• TASK INSTRUCTIONS: Check each line of the records for "white"; collect those that have it.

─── RECORDS SHOWN

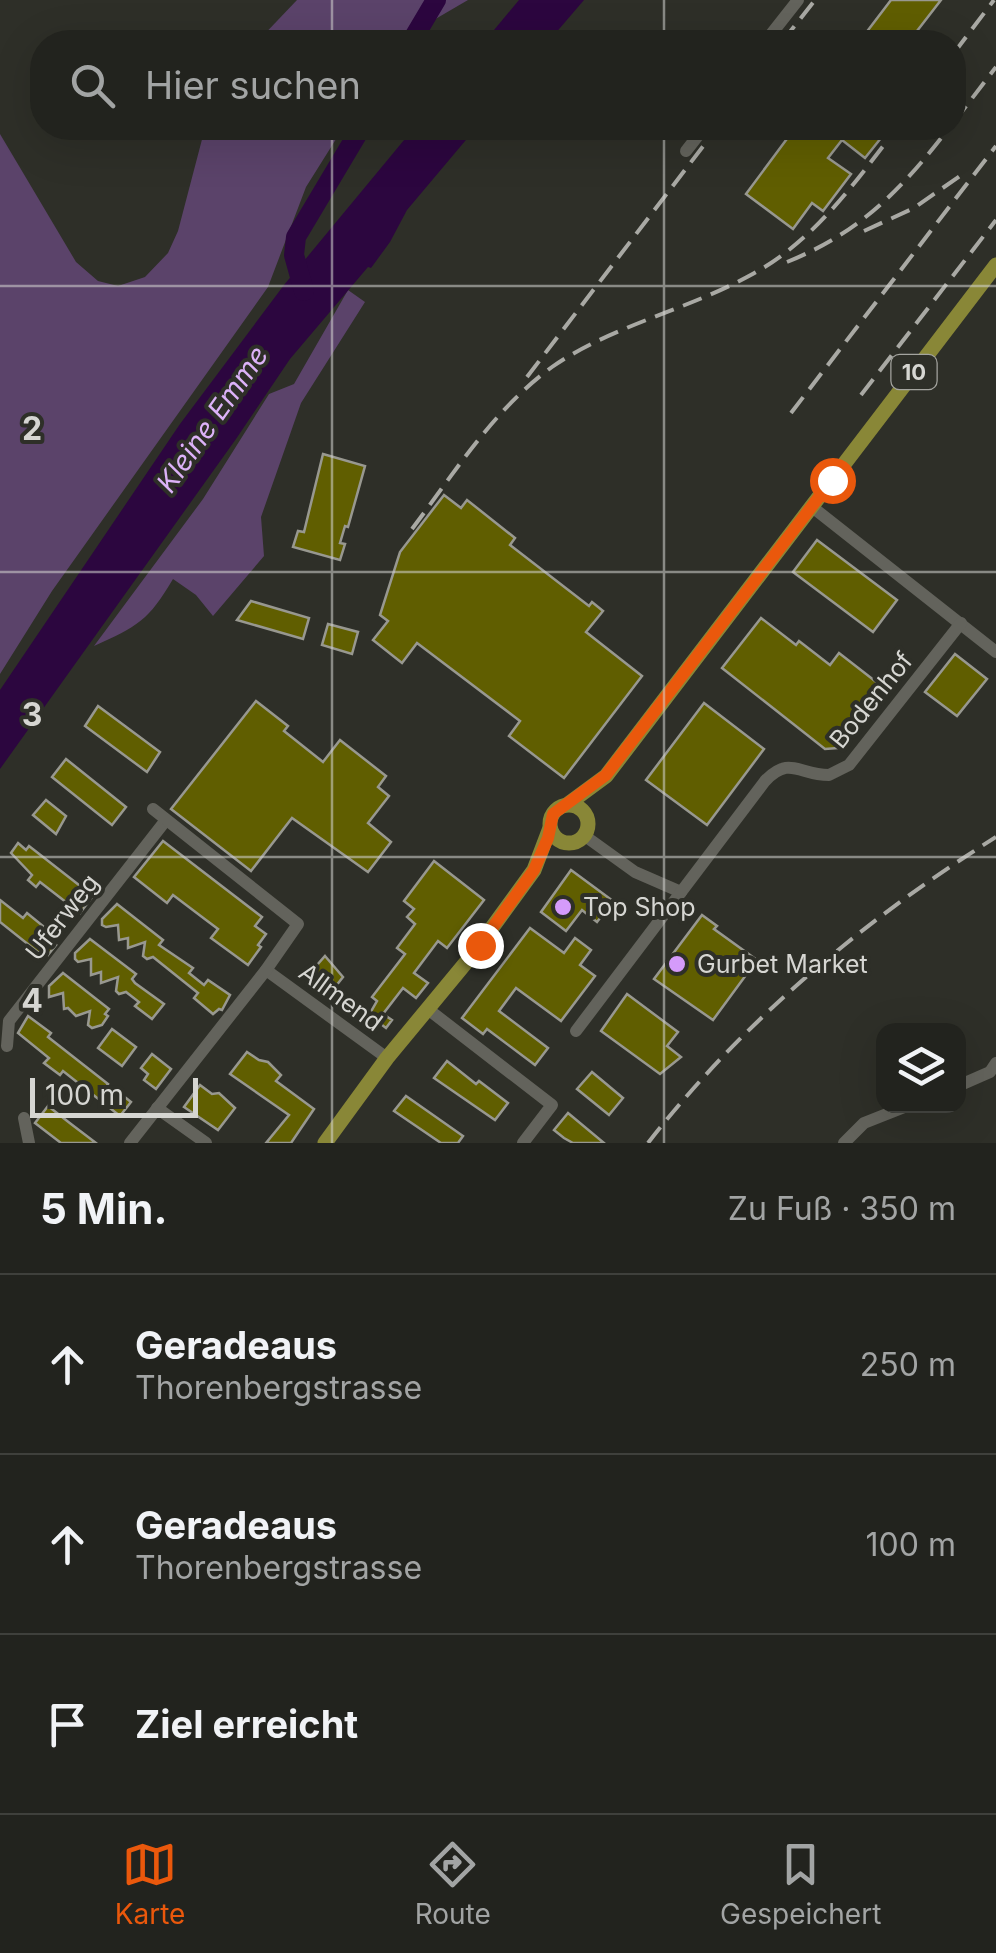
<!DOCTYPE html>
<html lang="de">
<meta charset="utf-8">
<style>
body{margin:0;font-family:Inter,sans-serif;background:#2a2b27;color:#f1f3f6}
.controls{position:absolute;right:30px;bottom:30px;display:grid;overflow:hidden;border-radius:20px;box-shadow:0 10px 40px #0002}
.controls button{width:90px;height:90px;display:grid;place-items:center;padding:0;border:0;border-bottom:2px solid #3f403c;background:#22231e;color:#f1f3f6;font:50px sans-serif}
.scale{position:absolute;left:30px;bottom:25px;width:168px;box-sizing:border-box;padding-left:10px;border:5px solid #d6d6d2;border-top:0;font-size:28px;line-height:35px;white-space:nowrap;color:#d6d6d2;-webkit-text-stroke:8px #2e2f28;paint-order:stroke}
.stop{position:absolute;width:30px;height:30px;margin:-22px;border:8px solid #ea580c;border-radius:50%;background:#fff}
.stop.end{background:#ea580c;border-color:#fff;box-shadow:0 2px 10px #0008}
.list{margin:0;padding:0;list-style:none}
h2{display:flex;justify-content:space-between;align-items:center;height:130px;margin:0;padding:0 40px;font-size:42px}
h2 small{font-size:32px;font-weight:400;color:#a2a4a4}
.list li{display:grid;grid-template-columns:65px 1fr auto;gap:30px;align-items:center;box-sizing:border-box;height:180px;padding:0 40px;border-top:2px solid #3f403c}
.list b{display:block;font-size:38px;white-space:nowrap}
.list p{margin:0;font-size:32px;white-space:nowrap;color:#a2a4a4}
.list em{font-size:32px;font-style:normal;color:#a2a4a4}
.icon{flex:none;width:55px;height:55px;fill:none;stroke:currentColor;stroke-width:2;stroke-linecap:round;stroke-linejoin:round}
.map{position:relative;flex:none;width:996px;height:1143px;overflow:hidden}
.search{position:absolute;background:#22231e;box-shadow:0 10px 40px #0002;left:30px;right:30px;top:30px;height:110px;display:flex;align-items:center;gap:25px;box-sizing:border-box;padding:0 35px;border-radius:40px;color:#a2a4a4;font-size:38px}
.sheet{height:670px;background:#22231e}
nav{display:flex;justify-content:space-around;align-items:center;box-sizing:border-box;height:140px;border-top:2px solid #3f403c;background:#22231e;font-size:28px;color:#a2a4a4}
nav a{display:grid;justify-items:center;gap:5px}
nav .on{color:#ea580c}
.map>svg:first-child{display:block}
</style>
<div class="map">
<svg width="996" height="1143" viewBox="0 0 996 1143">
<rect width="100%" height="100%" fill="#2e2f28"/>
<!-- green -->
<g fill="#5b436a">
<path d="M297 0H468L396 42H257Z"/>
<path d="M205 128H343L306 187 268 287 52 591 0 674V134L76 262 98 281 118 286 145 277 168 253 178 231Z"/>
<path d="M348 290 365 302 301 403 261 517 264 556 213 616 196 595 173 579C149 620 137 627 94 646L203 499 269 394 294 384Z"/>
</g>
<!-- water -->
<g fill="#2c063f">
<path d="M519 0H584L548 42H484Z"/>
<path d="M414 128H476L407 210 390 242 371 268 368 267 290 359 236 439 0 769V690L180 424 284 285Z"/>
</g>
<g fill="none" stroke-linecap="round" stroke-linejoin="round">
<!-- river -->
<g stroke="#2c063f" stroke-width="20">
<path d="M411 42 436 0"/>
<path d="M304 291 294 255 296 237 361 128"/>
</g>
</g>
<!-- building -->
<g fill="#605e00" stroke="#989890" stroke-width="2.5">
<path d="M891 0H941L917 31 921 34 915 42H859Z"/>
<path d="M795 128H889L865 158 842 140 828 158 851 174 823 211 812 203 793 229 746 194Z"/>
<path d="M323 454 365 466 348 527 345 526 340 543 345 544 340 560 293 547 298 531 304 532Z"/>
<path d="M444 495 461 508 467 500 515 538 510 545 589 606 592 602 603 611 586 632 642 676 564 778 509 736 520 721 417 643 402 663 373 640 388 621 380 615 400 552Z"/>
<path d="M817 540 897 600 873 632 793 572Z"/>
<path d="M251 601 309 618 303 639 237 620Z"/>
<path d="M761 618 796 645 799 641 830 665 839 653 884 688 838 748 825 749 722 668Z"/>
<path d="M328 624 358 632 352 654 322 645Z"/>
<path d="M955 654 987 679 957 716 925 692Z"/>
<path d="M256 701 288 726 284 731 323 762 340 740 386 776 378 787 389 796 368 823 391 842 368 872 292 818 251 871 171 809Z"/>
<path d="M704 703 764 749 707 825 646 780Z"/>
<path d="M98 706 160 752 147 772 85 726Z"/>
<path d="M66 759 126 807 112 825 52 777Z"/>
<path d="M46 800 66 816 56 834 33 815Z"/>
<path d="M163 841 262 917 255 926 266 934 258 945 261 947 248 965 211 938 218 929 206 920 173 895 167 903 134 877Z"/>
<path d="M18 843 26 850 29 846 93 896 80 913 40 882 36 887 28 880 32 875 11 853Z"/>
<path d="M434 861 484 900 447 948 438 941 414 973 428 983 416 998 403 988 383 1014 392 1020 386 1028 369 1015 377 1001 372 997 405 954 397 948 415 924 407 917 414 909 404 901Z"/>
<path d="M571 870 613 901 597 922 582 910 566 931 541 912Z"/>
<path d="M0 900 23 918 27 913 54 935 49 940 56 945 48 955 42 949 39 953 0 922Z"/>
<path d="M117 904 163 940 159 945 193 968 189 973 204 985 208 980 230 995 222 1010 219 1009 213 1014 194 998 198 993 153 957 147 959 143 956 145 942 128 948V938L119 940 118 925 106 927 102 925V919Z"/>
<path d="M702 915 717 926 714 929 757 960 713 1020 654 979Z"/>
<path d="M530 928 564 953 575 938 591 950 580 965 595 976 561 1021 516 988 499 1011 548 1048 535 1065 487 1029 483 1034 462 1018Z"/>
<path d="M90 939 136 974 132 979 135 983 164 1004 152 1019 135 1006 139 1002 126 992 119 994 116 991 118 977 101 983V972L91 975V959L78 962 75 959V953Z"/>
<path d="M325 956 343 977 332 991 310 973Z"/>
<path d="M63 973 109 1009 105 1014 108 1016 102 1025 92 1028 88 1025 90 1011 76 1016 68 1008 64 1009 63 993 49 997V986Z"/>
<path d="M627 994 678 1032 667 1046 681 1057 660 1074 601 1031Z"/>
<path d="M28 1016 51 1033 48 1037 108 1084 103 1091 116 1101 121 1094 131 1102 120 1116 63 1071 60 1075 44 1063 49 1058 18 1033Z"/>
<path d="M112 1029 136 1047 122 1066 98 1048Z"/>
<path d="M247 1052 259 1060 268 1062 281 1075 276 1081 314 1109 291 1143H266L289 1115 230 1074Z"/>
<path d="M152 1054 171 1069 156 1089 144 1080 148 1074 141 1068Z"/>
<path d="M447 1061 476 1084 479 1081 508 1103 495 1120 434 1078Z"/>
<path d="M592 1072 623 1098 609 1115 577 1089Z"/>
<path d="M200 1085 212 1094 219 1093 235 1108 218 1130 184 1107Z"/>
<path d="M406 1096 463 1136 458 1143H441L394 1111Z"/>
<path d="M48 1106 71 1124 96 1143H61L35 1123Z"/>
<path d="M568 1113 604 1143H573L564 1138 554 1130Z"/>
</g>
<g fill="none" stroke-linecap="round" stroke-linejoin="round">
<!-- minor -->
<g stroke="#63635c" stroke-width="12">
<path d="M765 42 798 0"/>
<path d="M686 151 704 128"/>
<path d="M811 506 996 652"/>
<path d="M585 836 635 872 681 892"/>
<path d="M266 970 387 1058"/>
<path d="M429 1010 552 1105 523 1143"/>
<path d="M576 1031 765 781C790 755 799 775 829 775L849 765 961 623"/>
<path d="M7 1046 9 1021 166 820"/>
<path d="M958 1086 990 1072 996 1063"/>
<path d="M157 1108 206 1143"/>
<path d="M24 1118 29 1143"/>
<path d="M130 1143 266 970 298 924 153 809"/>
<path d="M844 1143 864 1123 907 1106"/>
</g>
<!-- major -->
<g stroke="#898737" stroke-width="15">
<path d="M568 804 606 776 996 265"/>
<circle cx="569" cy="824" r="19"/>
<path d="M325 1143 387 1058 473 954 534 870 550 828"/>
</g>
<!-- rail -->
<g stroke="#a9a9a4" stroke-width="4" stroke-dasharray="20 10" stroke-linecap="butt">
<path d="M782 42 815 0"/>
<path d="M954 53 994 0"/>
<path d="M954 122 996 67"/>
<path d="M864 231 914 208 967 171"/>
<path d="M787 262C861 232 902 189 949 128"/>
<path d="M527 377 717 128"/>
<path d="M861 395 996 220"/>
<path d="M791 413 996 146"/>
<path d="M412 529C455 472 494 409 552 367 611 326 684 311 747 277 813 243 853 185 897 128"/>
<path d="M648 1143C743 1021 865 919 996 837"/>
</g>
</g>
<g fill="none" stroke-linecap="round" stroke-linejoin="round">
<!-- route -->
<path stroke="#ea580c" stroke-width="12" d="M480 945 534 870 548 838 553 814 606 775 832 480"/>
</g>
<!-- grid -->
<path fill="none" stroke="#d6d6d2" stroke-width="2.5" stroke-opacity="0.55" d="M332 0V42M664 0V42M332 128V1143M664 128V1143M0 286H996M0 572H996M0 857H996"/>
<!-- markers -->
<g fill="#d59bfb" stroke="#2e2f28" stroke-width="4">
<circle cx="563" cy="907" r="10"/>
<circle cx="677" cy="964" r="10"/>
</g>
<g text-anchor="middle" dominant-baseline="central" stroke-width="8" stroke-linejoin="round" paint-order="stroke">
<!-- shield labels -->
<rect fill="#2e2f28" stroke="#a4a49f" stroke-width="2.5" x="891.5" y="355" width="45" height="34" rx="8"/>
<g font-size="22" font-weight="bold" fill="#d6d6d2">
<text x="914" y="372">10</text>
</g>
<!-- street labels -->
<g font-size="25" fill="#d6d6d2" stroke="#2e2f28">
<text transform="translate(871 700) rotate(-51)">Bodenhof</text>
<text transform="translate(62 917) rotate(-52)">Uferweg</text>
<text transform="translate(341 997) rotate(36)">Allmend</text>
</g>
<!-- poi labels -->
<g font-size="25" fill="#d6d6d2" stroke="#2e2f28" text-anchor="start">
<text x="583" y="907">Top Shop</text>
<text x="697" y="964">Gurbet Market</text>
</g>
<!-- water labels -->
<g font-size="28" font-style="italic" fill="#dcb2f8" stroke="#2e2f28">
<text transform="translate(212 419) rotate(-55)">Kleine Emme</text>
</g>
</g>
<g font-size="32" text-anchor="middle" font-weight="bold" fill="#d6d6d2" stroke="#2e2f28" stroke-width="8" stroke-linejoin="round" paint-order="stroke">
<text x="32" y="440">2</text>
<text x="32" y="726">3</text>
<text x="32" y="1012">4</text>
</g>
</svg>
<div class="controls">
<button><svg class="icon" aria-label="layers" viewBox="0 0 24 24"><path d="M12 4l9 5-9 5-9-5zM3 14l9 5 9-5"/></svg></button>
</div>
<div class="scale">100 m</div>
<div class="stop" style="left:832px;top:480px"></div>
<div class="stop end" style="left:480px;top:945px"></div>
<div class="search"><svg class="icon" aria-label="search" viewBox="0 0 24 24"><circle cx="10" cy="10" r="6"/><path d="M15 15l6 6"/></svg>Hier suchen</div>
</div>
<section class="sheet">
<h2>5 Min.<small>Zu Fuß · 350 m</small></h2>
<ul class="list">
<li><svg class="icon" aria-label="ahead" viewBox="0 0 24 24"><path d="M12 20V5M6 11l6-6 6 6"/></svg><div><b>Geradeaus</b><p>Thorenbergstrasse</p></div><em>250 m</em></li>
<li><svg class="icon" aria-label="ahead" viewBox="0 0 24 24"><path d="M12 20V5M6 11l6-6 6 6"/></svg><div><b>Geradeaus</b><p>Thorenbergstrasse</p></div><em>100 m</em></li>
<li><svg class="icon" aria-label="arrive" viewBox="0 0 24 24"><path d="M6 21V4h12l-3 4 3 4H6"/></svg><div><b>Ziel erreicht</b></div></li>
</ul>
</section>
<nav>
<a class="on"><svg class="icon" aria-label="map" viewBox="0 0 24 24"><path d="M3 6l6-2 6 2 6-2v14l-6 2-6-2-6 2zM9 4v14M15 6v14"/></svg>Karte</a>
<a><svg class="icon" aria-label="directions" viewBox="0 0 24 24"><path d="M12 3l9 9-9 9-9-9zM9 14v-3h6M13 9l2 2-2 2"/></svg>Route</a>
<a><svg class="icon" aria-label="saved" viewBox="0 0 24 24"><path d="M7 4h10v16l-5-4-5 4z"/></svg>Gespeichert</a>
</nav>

──────

• THE ANSWER:
.scale{position:absolute;left:30px;bottom:25px;width:168px;box-sizing:border-box;padding-left:10px;border:5px solid #d6d6d2;border-top:0;font-size:28px;line-height:35px;white-space:nowrap;color:#d6d6d2;-webkit-text-stroke:8px #2e2f28;paint-order:stroke}
.list b{display:block;font-size:38px;white-space:nowrap}
.list p{margin:0;font-size:32px;white-space:nowrap;color:#a2a4a4}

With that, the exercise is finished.